Stewardship of the herring runs remains strong on the Island, even though there’s not much left to protect.

“A lot of the time, it feels like the eleventh hour,” Jacobs said.

But for some, that’s enough. When Hoy, who physically digs a pathway from the ocean to James Pond, asked a few people to help him at the end of March, he thought he’d get six volunteers.

Instead, 18 people showed up.

“I’m a believer that the way we degraded everything, everybody has a little responsibility to do whatever they can, whether that’s recycling or helping the herring,” Hoy said.


  1. Thank you for this informative synopsis of the poor health of the island’s once-vibrant herring runs. Bycatch may be a significant factor in the decline of river herring populations, but those fish that survive the nets require a home to return to and spawn. No good environmental reason exists to protect the obsolete dams and failed culverts along Mill Brook. If Sheriff’s Meadow Foundation continues to dither this August, the artificial impoundment at the head of the coldwater brook will once again reach ninety degrees. Repair the culvert. https://www.marthasvineyardoutdoors.com/post/martha-s-vineyard-nonprofits-battle-over-failed-culvert-stream-ecology

  2. Hoy, thank you and the 18 volunteers who helped dig to save the herring, and thank you for encouraging us to do what we can to improve our ecosystems:
    -install bird houses
    -feed hummingbirds
    -install white metal roof panels
    -install solar panels on our property
    -reuse products
    -donate items rather then discard
    -plant a garden
    -plant daffodils, lilacs, and sweet peas
    -reduce water usage
    -use a heat pump water heater
    -use an electric heat pump to heat and cool, paired with solar panels
    -shop at stores and restaurants who provide complementary electric car charging (powered by their own solar panels)
    -wear natural fiber clothing like silk, wool, and cotton
    -refuse to buy polyester
    -refuse to buy plastic products
    -buy wood furniture 🪑
    -hang your clothes to dry
    -buy food in glass jars rather than cans
    -install small windmills on our property
    -drive fully electric cars, powered by our own solar panels or windmills
    -vote against the oil industry

    • What do white roof panels do? (Seriously, for once I’m not being a smart Alec. I really don’t know)

      • White roof panels reflect sunlight (heat) back into space. If every roof was white and covered in solar panels, this could cool the earth substantially.

  3. Herring are one of the most studied species on MV and I am sad for their decline.

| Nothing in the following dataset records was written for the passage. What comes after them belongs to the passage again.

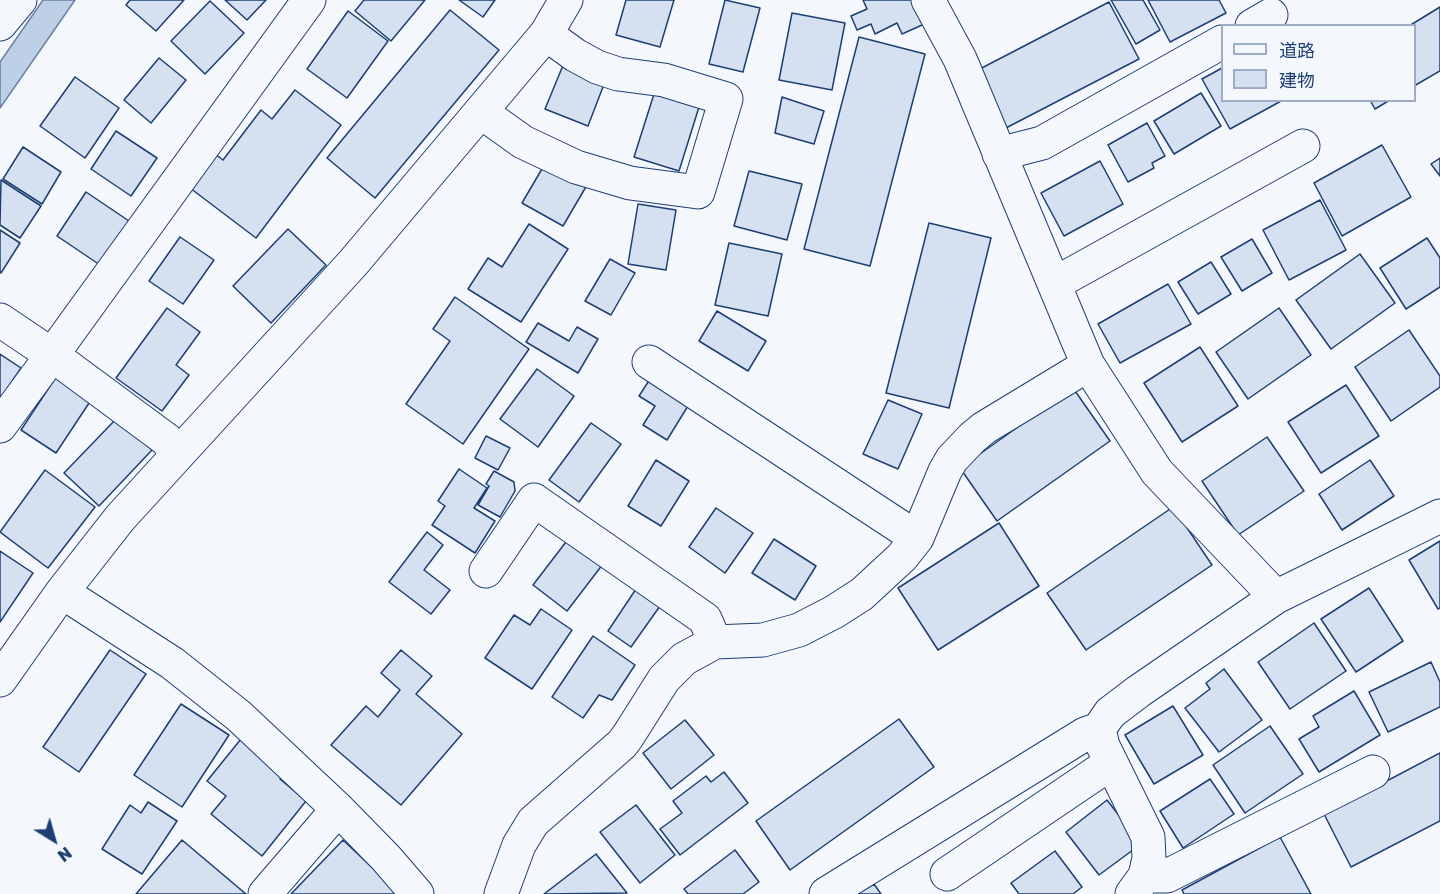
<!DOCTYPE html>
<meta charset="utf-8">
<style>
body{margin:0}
#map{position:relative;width:1440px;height:894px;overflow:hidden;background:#f4f7fb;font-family:"Golos Text","Noto Sans JP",sans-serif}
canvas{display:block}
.legend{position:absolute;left:1221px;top:24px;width:195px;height:78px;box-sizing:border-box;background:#f4f7fb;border:2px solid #9eadc5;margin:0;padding:8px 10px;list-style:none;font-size:18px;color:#1d3f73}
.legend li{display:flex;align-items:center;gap:12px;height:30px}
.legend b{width:30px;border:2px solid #9eadc5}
.north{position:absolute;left:24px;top:810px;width:60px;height:60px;-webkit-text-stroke:4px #f4f7fb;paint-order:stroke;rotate:143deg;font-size:16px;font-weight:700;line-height:24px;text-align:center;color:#1d3f73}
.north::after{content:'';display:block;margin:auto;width:21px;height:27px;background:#1d3f73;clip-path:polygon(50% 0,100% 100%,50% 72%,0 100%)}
</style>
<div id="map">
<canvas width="1440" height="894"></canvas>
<ul class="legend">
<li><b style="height:8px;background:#f4f7fb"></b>道路</li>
<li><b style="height:16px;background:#d5e0f0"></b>建物</li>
</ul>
<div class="north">N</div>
</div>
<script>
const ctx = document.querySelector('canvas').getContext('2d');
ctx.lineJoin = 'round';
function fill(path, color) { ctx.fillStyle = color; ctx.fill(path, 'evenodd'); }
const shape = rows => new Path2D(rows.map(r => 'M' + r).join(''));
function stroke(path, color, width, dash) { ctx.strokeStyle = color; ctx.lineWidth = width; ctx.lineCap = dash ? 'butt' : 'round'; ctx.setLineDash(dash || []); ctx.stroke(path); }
const water = shape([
 [43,0,75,0,0,108,0,62,43,0]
]);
fill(water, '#bed0e5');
stroke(water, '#687fa3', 1.5);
const building = shape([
 [130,0,184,0,156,31,126,5,130,0],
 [225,0,266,0,247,20,225,0],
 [364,0,425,0,391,41,355,11,364,0],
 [459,0,495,0,483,17,459,0],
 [626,0,674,0,660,47,616,35,626,0],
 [725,0,760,8,743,72,709,64,725,0],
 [863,0,921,0,931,21,902,34,897,23,875,34,871,24,857,30,851,16,867,9,863,0],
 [1111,0,1143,0,1160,30,1136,44,1111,0],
 [1148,0,1219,0,1226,13,1170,42,1148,0],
 [210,1,244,33,205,74,171,41,210,1],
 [1109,2,1139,59,1004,129,974,72,1109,2],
 [1440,7,1440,71,1414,86,1414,26,1409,26,1440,7],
 [450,10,499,50,375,198,327,158,450,10],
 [348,11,388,41,347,98,307,69,348,11],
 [792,13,845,23,832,90,779,80,792,13],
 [859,37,925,54,870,266,804,249,859,37],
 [159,58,186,80,151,123,124,100,159,58],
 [564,63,606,79,588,126,545,109,564,63],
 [1222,68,1222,100,1283,100,1230,129,1202,79,1222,68],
 [75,77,119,108,85,158,40,126,75,77],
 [295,90,341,125,256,238,190,188,215,154,223,160,261,110,272,119,295,90],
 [1201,93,1221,126,1174,154,1154,121,1201,93],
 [654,94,699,107,679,171,634,157,654,94],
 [782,97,824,111,814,144,775,133,782,97],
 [1370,100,1390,100,1375,109,1370,100],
 [1147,123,1165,156,1152,163,1154,168,1128,182,1108,145,1147,123],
 [116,131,157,158,131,196,91,169,116,131],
 [1382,145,1411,197,1342,236,1314,183,1382,145],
 [23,147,61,172,42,204,3,179,23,147],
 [1440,158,1440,176,1431,164,1440,158],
 [1100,161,1123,204,1064,236,1041,193,1100,161],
 [546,162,587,185,563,226,522,203,546,162],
 [749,171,802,184,787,240,734,226,749,171],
 [1,180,41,206,20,238,0,225,1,180],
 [86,192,129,221,100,265,57,236,86,192],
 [1320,200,1346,250,1289,280,1263,230,1320,200],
 [638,204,676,210,666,270,628,264,638,204],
 [929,223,991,238,949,408,886,393,929,223],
 [529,224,568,249,521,322,468,289,488,258,502,267,529,224],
 [288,229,326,265,271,323,233,286,288,229],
 [0,230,20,243,1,273,0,272,0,230],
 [180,237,214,260,183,304,149,281,180,237],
 [1427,238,1440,258,1440,287,1406,309,1380,268,1427,238],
 [1252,239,1272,273,1242,291,1221,257,1252,239],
 [729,243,782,254,768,316,715,305,729,243],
 [1360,254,1395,303,1331,349,1296,300,1360,254],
 [610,259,635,273,611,315,585,301,610,259],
 [1211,262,1231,294,1198,314,1178,282,1211,262],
 [1168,284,1191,324,1120,363,1098,324,1168,284],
 [455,297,529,349,463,444,406,404,450,341,433,329,455,297],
 [167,308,200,332,176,365,189,375,162,411,116,378,167,308],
 [1279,308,1311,355,1248,399,1216,352,1279,308],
 [717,311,766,341,748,371,699,341,717,311],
 [538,323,569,341,577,327,598,339,578,373,526,342,538,323],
 [1409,330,1440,376,1440,387,1391,421,1355,367,1409,330],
 [1200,347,1238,406,1182,442,1144,383,1200,347],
 [0,354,21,368,0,399,0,354],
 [537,369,574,396,538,447,500,419,537,369],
 [60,371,95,394,56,453,21,430,60,371],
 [652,376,691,401,667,440,643,425,655,406,639,396,652,376],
 [1346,385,1379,436,1321,473,1288,422,1346,385],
 [1073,388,1110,441,997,521,960,468,1073,388],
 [888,400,922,414,898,469,863,454,888,400],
 [117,418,152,450,99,506,64,473,117,418],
 [591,423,621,444,579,502,549,480,591,423],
 [486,436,510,448,498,470,475,458,486,436],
 [1267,437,1304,491,1238,535,1202,481,1267,437],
 [656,460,689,481,661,526,628,506,656,460],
 [1370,460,1394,496,1342,530,1319,494,1370,460],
 [459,469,487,488,474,508,495,521,475,553,432,525,445,506,438,501,459,469],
 [45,470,95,507,48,568,0,532,45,470],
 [494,471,514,482,515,491,500,517,478,505,489,486,486,484,494,471],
 [1173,507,1212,565,1086,650,1047,593,1173,507],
 [716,508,753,533,725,573,689,547,716,508],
 [999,523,1039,586,938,650,898,588,999,523],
 [427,532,443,545,424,570,450,590,431,614,389,582,427,532],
 [569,538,603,564,567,611,533,585,569,538],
 [774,539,816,566,795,600,752,573,774,539],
 [1440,541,1440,608,1438,609,1409,560,1440,541],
 [0,551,33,573,0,622,0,551],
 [1369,588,1403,641,1356,672,1321,619,1369,588],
 [636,589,660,606,631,647,608,631,636,589],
 [541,609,572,630,532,689,485,658,514,615,530,625,541,609],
 [1314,623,1346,671,1290,709,1258,662,1314,623],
 [593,636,635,665,612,700,599,695,583,718,552,697,593,636],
 [110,650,146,674,79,772,43,747,110,650],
 [401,650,432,676,416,694,462,734,401,805,331,745,366,706,378,717,400,690,381,673,401,650],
 [1431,662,1440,682,1440,707,1388,732,1369,692,1431,662],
 [1224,669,1262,720,1219,752,1185,708,1210,689,1206,683,1224,669],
 [1354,691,1380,735,1319,772,1299,739,1319,727,1313,716,1354,691],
 [181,704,229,735,182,807,134,775,181,704],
 [1173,706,1203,755,1154,784,1125,735,1173,706],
 [899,719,934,767,790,870,756,821,899,719],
 [685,720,714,755,671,789,643,753,685,720],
 [1270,726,1303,774,1245,813,1213,765,1270,726],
 [241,739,285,774,280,779,306,801,262,856,211,814,226,796,207,781,241,739],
 [1440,753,1440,821,1351,867,1324,814,1440,753],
 [724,772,748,803,680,855,660,829,682,813,673,801,706,776,711,782,724,772],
 [1210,779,1234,814,1183,848,1160,811,1210,779],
 [1107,800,1141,844,1099,875,1066,832,1107,800],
 [148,802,177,821,142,874,102,849,130,805,141,813,148,802],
 [636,805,675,855,640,883,600,832,636,805],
 [1280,837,1311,894,1184,894,1182,890,1280,837],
 [182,840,246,894,136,894,182,840],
 [343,840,397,891,394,894,291,894,343,840],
 [735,850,759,882,743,894,688,894,684,889,735,850],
 [1055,851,1082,887,1073,894,1019,894,1011,883,1055,851],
 [596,854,627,893,544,894,596,854],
 [874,884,881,894,857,894,874,884]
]);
fill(building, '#d5e0f0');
stroke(building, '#1d3f73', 1.5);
const minor = shape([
 [928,0,960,59,1088,365,1157,472,1276,597,1440,516],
 [0,24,20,0],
 [1252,26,1271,15],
 [481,112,523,142,576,167,630,183,698,192,726,99,664,80,618,74,597,67,575,55,546,34],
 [999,154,1042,143,1222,42],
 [1054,284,1303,146],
 [0,320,52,355,0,426],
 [649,362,917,538],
 [177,455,167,440,52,355,309,0],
 [486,571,534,500,705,619,715,642],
 [62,592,172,663,239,716,338,809,386,858,417,894],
 [0,680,62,592,120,518,353,263,546,34,566,0],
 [947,874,1111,763],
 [1145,876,1167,876,1373,772],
 [265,894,338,809],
 [501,894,519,845,533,822,622,744,628,736,664,679,684,659,715,642,763,640,799,630,834,612,862,594,902,557,917,538,945,471,952,459,972,438,984,428,1088,365],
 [826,894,1085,734,1099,729],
 [1132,894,1145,876,1149,858,1148,837,1103,746,1099,729,1110,713,1139,691,1276,597]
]);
stroke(minor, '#1d3f73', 35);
stroke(minor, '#f4f7fb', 33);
</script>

Maybe its bycatch that is impacting them, or maybe its a runaway seal population that requires enormous caloric intake to continue its steady and unaltered growth or maybe there are other factors. My belief is the combination of all these elements are indicative of an system that is totally out of balance. Income versus sustainability versus natural forces and whatever way I look at it we are always reacting to the forces of change and never ahead of the curve.

  4. I am encouraged that no one has blamed the windmills.
    Yet !
    But I am happy that someone thinks the seal population
    is experiencing “unaltered growth”. I was kind of worried for them
    last winter when the wind-o-phobes were claiming that the
    windmills were driving seals onto the beaches en mass.
    But regardless of the actual reason for this catastrophic decline
    in the herring population, it probably wouldn’t be happening if
    humans had some respect for other creatures, and took their
    responsibility as “stewards” seriously. The native Americans
    had it right, and as far as I can tell, still do.

  5. In the March 2, 2024, Times, Alex Elvin wrote:
    “James Pond once supported healthy herring and eel populations, which in turn supported local fishermen. But the channel to the 50-acre pond has become more closed as a result of storms and other causes.”

    In the 1950s (and presumably before), winter storms often drove sand against the shore to create a continuous beach and close the creek. In the spring we would drive down to take a look. If the creek was closed, my father would dig a narrow channel—enough to get the water flowing. We children “helped.” Quickly the sand banks started caving in and the creek widened.

    I don’t know if any records of creek closure were kept then.